FEATURES Venice Aims to Restore Shylock’s Ghetto
By Tom Kington and Philip Willan*
Five hundred years after it was founded in Venice, Europe’s original Jewish ghetto is fighting to preserve its ancient synagogues as monuments to Jewish resilience — and as a warning about intolerance and segregation. The singer Barbra Streisand is among backers of an 8 million fundraising drive by Venice’s Jewish community to restore the area where, for nearly 300 years, Jews were locked up at night and forced to wear yellow caps.
Built on the site of an old metal foundry, the small district took its name, Ghetto, from the Venetian word “getar”, meaning to smelt. “This place is so important because its name entered the language, right through to the Nazi ghettos and black ghettos in the US,” Shaul Bassi, a local campaigner, said.
Venice’s rulers set up the ghetto in 1516 and forced all Jews to move there and work either as money lenders or clothes sellers, even making them pay for the guards who locked the gates from midnight to 5am and patrolled the canals circling the area. By the time Napoleon demolished the gates, in 1797, the residents had been forced to add ever-higher buildings to accommodate the growing population. Rising to eight stories, and packed with low-ceilinged apartments, they still crowd the ghetto’s central piazza.

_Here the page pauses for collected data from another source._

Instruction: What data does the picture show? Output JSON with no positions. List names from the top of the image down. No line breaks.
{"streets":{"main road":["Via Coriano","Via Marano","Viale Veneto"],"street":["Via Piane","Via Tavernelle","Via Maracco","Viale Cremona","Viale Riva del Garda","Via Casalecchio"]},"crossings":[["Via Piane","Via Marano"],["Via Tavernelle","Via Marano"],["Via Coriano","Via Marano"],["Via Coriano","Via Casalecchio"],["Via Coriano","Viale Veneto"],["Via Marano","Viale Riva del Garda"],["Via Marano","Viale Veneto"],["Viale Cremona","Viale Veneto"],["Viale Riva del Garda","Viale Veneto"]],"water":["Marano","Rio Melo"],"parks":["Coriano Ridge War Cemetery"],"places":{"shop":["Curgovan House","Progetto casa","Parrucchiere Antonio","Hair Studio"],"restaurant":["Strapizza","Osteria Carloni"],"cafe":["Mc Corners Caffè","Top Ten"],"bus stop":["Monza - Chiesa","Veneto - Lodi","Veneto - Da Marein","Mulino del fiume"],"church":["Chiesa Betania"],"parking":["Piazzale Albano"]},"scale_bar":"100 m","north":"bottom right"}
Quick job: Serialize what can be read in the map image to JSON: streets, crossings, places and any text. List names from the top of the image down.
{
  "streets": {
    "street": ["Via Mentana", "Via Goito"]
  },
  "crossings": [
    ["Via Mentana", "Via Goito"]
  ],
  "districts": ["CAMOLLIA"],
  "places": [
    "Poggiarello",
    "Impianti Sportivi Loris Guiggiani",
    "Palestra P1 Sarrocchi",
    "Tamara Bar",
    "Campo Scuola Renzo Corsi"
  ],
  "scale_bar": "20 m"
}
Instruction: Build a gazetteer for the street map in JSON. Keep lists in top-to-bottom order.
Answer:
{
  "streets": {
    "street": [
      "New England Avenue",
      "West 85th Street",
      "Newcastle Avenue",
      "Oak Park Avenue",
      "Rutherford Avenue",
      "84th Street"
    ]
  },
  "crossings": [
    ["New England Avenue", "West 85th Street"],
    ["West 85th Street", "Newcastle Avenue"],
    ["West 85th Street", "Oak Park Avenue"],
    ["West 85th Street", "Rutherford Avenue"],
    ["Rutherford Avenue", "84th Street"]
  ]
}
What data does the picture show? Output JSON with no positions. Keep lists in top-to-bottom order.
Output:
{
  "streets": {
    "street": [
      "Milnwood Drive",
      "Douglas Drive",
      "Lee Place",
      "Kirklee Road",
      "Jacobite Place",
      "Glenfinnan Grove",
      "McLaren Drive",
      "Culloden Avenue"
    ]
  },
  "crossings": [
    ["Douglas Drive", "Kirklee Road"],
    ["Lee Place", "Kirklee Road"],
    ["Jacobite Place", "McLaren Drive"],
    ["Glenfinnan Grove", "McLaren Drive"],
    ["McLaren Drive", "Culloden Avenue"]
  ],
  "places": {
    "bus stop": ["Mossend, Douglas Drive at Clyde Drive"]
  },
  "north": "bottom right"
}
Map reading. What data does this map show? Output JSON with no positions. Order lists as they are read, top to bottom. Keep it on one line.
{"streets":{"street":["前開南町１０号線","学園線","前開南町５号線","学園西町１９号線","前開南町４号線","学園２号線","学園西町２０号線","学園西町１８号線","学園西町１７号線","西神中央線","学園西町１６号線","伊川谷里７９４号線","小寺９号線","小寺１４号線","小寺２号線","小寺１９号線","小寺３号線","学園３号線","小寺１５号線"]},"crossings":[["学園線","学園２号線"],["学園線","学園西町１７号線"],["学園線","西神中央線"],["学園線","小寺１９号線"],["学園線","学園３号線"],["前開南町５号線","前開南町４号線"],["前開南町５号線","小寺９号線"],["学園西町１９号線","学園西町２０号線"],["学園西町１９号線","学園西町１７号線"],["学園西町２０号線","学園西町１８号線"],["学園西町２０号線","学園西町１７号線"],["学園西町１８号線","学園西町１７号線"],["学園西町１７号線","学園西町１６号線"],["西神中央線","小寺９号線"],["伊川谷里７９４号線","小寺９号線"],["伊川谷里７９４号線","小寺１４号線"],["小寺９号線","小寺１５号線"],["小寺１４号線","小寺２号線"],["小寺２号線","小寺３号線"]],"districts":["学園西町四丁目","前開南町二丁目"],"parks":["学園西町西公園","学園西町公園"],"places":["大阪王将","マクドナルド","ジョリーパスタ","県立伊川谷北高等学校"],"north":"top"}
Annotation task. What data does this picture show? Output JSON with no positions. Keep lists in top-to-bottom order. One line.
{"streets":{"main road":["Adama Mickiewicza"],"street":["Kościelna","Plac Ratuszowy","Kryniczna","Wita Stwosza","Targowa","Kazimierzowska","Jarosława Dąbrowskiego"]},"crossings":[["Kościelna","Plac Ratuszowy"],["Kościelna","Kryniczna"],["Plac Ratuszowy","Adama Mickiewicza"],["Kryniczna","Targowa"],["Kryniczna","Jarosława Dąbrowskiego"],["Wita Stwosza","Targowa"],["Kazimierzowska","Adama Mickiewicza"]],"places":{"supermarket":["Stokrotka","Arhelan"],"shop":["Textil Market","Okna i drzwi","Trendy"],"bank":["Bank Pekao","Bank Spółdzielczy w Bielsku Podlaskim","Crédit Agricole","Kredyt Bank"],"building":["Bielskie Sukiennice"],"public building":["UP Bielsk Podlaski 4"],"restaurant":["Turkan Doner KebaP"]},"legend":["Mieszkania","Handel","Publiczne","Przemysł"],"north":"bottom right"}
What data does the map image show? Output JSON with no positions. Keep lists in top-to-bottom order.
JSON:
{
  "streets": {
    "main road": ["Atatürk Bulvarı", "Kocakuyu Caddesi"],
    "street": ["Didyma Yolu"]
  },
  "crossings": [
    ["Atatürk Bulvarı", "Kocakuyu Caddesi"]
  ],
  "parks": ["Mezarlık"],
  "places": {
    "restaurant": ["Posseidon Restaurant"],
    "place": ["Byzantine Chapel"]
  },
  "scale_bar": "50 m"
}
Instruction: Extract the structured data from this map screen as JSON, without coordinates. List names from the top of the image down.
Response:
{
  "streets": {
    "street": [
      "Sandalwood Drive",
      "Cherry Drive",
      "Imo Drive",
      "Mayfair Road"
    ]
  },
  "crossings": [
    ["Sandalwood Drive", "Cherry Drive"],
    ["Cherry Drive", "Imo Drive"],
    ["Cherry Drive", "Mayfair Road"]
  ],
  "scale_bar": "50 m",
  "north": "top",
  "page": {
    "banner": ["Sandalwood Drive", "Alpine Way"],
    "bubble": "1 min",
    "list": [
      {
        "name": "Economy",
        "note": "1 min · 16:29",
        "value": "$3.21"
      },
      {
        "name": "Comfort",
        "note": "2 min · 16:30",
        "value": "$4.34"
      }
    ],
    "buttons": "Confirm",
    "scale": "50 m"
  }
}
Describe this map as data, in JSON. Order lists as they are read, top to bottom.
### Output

About 500 Jewish people live in Venice today, down from 5,000 in the 17th century. The Pope sought to draw a line under centuries of Catholic repression of Jews yesterday, stating in Rome during his first visit as pontiff to a synagogue, that Catholics should no longer seek to convert Jews to Christianity. That stands in stark contrast to life in the Venetian ghetto four centuries ago, when Jews were not allowed to build their own synagogues, and were instead forced to use Christian architects — who created the district’s collection of opulent baroque, rococo and neoclassical places of worship. Now, three will be restored and opened for visits. A museum will teach visitors about the cultural hothouse the ghetto became.
Paolo Gnignati, the head of Venice’s Jewish community, said the people had seen their ghetto less as a prison and more as a safe haven. “People flooded here, because elsewhere was worse,” he said. “Ironically, they had security they didn’t have elsewhere. What started with a fence has ended in liberty, and that is what we are celebrating.”
Concerts and exhibitions will be held this year to mark the anniversary, as well as a performance in the ghetto’s piazza for the first time of Shakespeare’s Merchant of Venice. “Shylock is odious, but he is the most famous Venetian Jew — we cannot pretend he doesn’t exist,” said Mr Bassi. Shalom Bahbout, Venice’s chief rabbi, said the ghetto was a warning against forcing migrants coming to Italy today into isolated communities.
*The articles was published in The Times on January 18, 2016.